## What the task requires
Establish how many lines of the material below contain the string "direction". Return that number by itself.
____ Records provided
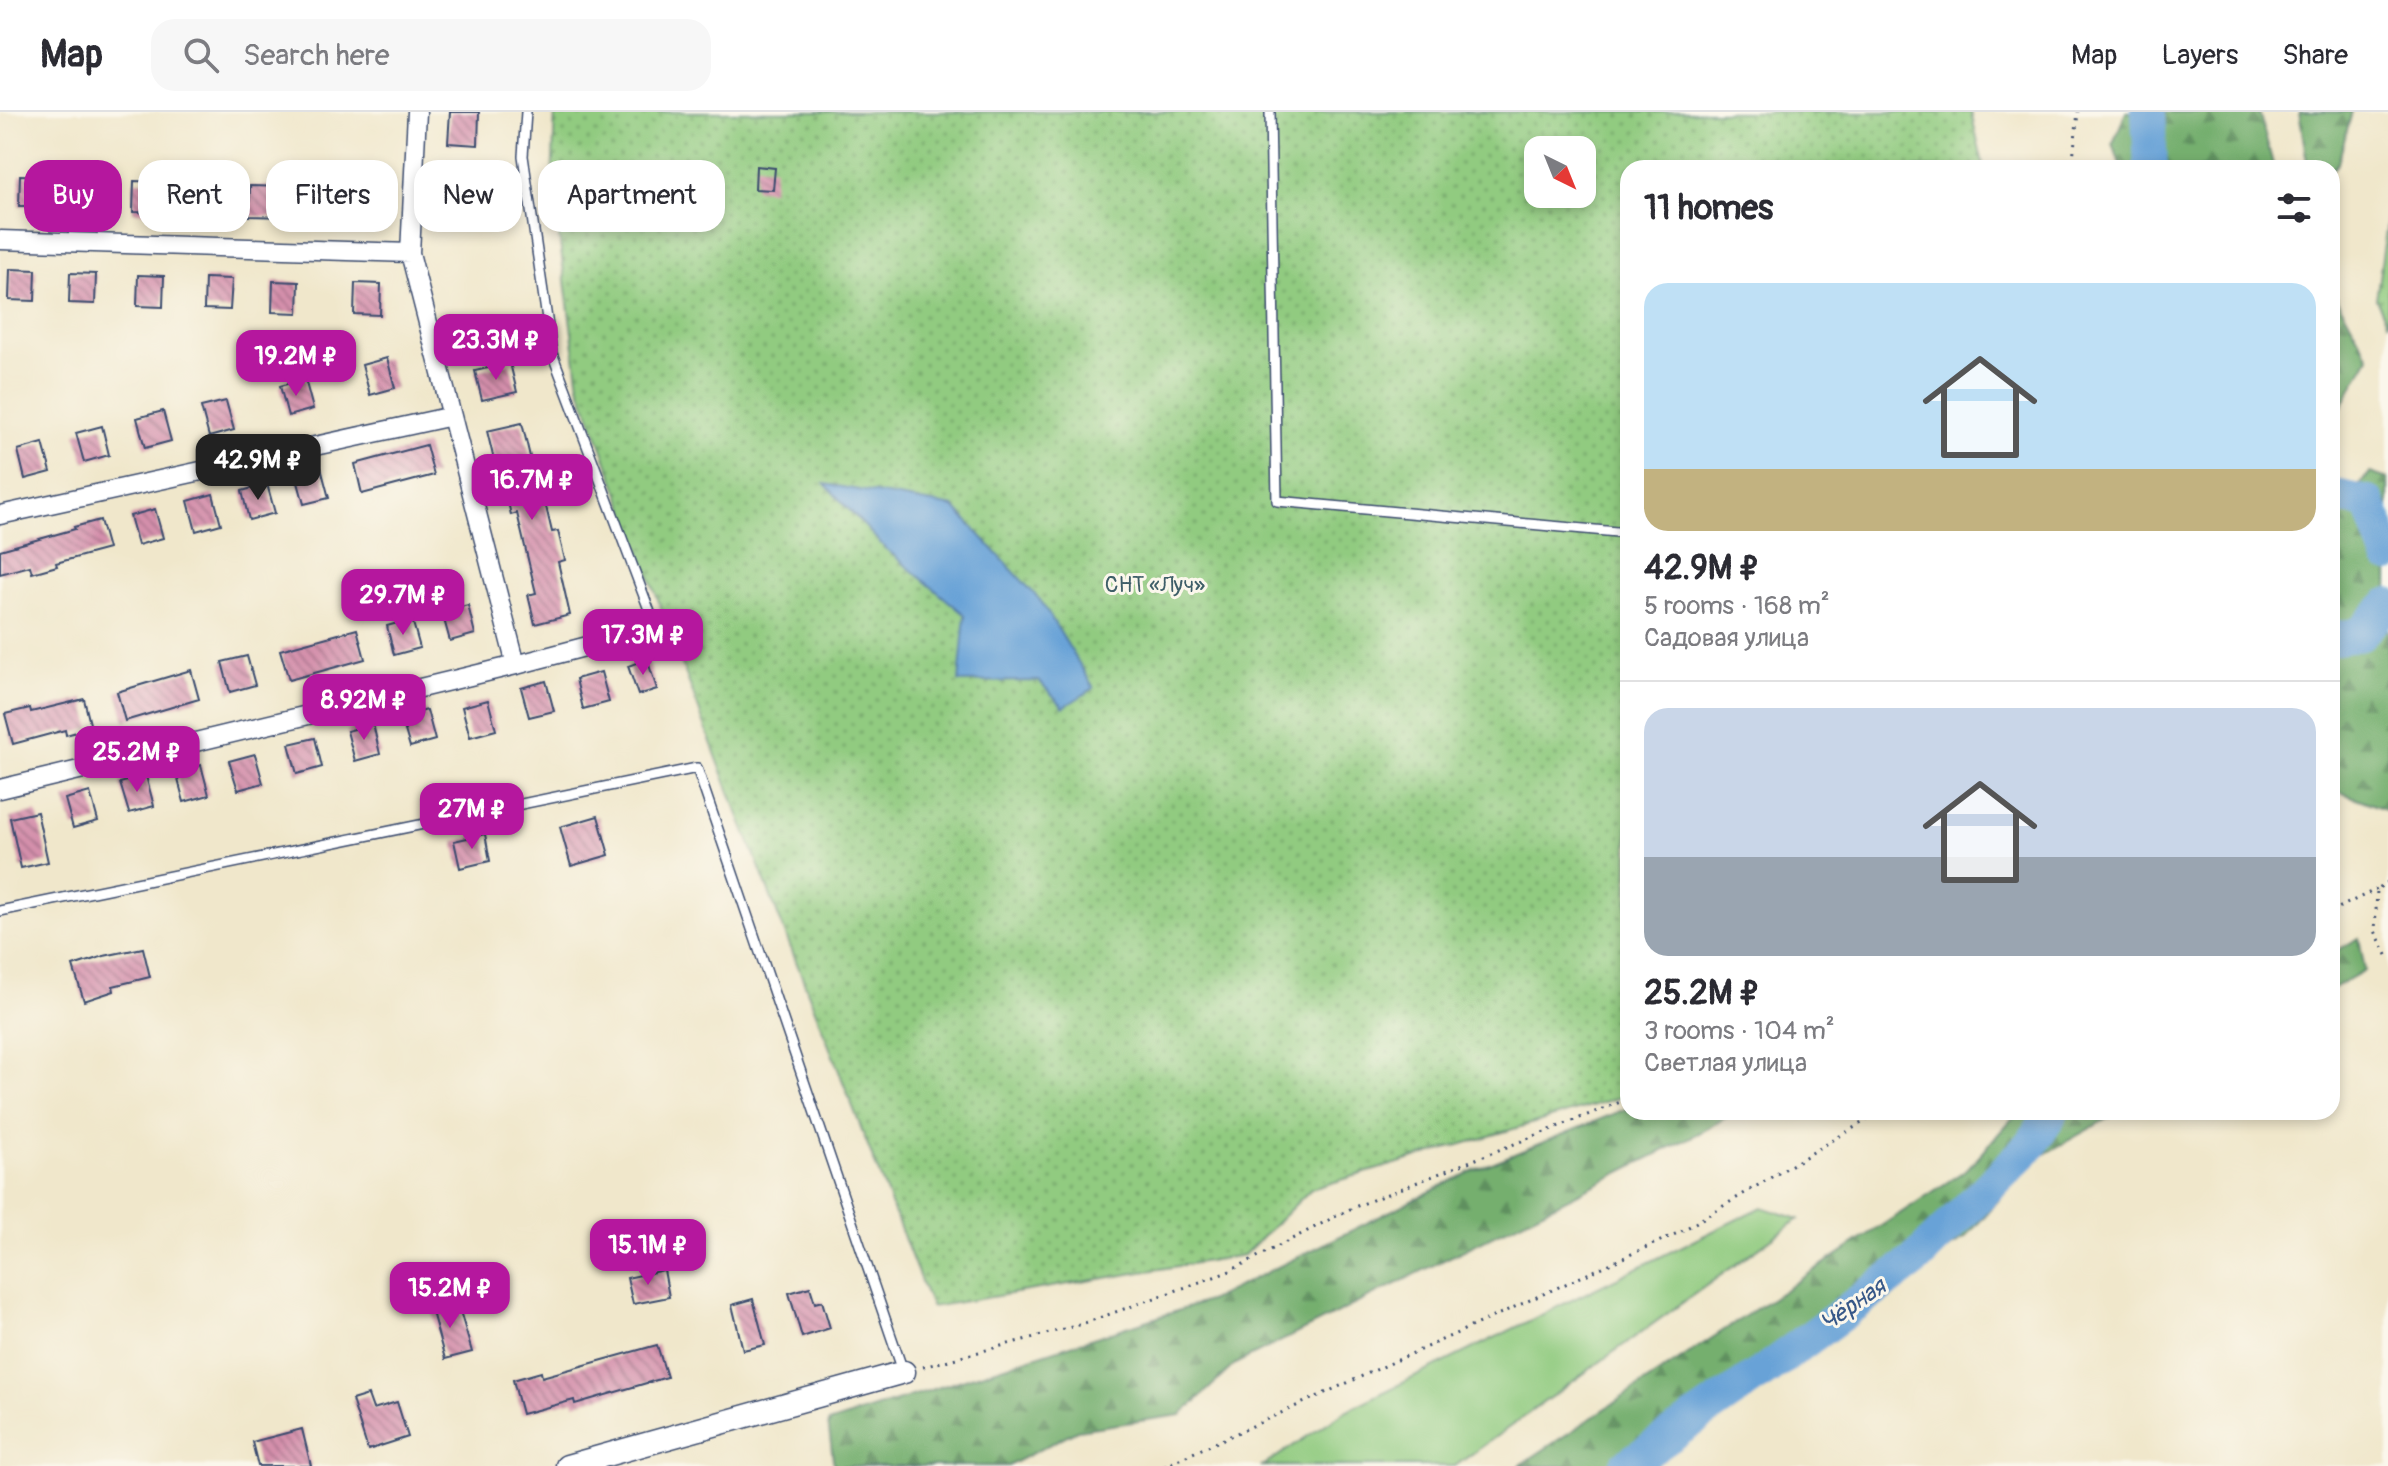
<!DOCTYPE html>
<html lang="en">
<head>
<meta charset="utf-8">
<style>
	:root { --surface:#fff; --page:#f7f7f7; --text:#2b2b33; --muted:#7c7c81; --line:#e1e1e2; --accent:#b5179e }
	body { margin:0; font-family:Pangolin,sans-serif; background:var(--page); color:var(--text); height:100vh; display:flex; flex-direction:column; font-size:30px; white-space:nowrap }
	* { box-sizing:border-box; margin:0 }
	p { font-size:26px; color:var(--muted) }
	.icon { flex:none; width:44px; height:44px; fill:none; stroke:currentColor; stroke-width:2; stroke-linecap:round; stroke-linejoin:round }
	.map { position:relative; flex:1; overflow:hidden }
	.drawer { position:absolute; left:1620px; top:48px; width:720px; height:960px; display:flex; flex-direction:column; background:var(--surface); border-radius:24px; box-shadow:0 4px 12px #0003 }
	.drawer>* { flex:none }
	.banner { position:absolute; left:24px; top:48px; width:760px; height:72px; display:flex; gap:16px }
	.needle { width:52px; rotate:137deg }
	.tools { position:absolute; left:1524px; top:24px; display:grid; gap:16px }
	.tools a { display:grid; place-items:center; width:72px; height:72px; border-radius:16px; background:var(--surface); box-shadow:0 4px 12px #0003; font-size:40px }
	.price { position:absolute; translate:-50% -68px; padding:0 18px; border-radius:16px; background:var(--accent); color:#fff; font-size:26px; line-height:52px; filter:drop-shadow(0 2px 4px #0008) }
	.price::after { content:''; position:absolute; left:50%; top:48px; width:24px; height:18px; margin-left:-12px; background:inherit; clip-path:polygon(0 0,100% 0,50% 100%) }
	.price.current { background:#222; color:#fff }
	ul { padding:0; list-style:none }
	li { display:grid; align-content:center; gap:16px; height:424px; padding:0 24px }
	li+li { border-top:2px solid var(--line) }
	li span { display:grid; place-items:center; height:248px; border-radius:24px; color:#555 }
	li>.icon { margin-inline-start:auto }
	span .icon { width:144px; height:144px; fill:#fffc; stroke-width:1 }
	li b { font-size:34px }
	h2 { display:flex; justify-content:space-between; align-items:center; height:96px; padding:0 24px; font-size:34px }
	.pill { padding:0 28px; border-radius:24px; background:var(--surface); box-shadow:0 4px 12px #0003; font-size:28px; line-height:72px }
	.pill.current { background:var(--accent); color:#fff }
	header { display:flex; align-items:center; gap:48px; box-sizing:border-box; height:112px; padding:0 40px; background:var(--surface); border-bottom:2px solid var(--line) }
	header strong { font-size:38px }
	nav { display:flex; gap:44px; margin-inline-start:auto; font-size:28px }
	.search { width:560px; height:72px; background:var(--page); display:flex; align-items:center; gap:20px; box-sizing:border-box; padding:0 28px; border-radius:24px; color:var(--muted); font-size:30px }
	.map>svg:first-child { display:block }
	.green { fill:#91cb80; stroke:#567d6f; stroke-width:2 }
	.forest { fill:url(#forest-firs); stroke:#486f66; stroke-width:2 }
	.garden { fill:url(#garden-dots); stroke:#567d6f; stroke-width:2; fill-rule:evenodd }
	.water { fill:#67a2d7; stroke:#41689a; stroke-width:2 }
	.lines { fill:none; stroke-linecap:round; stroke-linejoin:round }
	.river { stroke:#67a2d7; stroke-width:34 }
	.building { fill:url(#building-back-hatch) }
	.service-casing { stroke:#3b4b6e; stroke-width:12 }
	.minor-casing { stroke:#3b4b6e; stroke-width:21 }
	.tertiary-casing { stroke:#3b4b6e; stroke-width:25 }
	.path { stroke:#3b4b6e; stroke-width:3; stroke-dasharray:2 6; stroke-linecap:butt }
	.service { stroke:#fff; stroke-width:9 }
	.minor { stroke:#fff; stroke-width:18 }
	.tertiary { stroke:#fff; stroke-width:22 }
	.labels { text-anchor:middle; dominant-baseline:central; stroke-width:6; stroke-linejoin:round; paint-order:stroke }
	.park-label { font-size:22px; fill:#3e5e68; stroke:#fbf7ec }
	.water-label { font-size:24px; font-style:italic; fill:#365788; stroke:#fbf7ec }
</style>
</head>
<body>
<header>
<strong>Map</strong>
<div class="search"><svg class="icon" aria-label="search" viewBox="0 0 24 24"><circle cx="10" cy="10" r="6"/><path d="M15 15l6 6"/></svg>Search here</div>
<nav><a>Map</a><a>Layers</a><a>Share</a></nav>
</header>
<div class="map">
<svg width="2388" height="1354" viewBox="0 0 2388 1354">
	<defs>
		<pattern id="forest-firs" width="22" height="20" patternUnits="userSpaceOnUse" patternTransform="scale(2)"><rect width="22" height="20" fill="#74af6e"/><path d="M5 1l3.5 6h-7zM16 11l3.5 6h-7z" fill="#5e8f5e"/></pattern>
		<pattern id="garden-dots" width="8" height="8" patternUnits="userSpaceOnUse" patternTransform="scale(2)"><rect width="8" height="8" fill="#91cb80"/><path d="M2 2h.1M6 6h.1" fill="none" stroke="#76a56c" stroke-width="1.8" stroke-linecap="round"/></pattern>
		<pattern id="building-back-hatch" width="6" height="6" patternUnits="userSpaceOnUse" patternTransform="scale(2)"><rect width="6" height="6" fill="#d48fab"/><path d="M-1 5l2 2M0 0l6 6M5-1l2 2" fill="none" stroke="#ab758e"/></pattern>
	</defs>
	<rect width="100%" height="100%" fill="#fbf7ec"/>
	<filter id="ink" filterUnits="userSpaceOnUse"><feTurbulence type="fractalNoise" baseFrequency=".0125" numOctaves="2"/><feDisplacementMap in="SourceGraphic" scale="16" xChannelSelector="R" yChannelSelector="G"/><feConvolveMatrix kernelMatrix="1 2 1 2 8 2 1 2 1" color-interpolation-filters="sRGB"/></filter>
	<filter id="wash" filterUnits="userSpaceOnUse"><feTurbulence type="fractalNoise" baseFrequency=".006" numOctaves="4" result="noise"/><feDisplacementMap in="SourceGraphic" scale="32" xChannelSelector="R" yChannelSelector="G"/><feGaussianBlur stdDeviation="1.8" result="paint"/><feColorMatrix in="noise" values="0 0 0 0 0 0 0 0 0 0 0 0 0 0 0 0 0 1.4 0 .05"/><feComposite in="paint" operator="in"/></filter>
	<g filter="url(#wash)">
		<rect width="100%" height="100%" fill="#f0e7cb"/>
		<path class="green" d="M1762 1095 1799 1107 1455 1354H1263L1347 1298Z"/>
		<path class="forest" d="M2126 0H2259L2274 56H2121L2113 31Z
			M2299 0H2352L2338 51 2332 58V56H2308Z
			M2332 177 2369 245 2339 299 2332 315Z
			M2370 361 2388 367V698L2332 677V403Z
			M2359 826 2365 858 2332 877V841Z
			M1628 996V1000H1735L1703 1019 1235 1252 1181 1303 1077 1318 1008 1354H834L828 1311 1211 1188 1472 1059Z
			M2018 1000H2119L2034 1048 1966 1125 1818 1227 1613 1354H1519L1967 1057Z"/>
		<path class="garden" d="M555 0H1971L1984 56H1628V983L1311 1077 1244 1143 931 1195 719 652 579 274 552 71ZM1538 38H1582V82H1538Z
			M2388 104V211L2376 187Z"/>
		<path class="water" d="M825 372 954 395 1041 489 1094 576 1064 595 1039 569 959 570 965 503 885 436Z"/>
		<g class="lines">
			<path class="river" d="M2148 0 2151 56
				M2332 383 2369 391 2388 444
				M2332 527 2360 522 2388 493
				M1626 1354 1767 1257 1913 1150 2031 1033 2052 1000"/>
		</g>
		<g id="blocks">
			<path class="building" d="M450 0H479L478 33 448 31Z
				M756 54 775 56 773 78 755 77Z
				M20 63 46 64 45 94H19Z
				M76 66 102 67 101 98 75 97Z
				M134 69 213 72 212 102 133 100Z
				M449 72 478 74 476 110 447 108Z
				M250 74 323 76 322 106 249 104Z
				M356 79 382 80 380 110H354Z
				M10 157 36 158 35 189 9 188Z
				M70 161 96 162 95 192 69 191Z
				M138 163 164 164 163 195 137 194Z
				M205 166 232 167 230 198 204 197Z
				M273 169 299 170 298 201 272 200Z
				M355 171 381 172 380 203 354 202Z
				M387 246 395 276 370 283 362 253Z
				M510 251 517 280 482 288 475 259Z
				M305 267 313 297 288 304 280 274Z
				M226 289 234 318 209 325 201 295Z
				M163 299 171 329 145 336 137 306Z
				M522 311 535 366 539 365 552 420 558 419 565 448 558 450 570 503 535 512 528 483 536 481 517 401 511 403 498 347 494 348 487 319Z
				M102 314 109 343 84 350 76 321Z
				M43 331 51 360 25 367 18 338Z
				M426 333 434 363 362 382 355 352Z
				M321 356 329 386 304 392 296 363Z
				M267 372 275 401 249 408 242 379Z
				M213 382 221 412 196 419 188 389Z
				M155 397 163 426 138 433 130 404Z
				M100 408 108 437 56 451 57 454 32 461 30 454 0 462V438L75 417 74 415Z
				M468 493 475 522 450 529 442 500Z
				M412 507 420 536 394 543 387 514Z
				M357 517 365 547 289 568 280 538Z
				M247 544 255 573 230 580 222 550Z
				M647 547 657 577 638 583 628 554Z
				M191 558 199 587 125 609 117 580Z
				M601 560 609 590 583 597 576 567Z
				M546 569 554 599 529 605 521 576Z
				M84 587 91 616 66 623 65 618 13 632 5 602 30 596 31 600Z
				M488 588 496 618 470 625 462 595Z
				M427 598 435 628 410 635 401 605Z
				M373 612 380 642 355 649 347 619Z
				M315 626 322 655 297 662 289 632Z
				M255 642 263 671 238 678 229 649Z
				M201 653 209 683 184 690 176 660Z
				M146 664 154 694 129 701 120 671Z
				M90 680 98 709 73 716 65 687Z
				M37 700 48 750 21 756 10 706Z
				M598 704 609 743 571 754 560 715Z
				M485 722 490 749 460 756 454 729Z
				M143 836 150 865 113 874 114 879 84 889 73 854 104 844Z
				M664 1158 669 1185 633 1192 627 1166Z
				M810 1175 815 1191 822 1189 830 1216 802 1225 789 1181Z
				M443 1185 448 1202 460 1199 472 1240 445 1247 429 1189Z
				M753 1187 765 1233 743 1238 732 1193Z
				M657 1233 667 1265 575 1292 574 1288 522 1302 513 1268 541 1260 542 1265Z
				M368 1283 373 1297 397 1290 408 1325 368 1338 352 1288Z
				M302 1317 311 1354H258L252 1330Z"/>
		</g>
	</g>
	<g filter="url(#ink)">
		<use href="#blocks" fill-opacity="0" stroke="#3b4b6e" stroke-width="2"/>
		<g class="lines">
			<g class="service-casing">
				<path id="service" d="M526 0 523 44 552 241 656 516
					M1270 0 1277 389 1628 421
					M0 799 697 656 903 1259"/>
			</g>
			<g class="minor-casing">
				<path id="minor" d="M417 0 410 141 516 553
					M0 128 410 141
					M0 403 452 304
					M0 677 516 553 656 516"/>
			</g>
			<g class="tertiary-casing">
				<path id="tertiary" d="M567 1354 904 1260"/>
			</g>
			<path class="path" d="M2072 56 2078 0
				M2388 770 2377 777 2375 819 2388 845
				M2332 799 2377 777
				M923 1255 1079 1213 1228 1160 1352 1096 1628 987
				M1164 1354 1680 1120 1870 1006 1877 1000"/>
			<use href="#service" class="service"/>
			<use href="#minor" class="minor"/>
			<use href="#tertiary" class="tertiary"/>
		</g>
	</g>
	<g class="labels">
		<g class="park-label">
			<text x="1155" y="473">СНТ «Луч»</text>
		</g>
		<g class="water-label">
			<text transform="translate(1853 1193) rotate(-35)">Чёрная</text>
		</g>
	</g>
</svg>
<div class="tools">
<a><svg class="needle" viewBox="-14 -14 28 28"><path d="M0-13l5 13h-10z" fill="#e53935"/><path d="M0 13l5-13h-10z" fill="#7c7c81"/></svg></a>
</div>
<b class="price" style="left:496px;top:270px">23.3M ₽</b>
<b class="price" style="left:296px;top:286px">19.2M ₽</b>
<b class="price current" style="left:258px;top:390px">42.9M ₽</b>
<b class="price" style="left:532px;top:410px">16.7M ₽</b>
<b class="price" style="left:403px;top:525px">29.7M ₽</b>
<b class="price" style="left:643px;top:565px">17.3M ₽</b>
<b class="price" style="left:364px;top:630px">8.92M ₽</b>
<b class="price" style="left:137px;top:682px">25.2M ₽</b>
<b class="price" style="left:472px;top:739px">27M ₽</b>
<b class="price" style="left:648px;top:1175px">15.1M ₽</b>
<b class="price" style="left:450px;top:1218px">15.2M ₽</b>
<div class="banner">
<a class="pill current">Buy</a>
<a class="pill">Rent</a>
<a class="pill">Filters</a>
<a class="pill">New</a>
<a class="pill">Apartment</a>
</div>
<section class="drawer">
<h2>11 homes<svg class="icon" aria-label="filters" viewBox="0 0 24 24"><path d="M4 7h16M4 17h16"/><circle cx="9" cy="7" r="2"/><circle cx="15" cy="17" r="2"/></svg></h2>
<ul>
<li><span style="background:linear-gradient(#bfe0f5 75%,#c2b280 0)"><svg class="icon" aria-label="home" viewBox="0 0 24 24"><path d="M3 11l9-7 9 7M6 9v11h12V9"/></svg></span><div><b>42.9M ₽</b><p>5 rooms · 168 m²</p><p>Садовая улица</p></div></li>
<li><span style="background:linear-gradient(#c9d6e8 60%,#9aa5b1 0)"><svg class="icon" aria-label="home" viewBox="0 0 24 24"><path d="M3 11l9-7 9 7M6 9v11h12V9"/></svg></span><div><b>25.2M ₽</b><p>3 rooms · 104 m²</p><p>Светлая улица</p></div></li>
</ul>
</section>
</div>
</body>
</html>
________
## Response to this task
2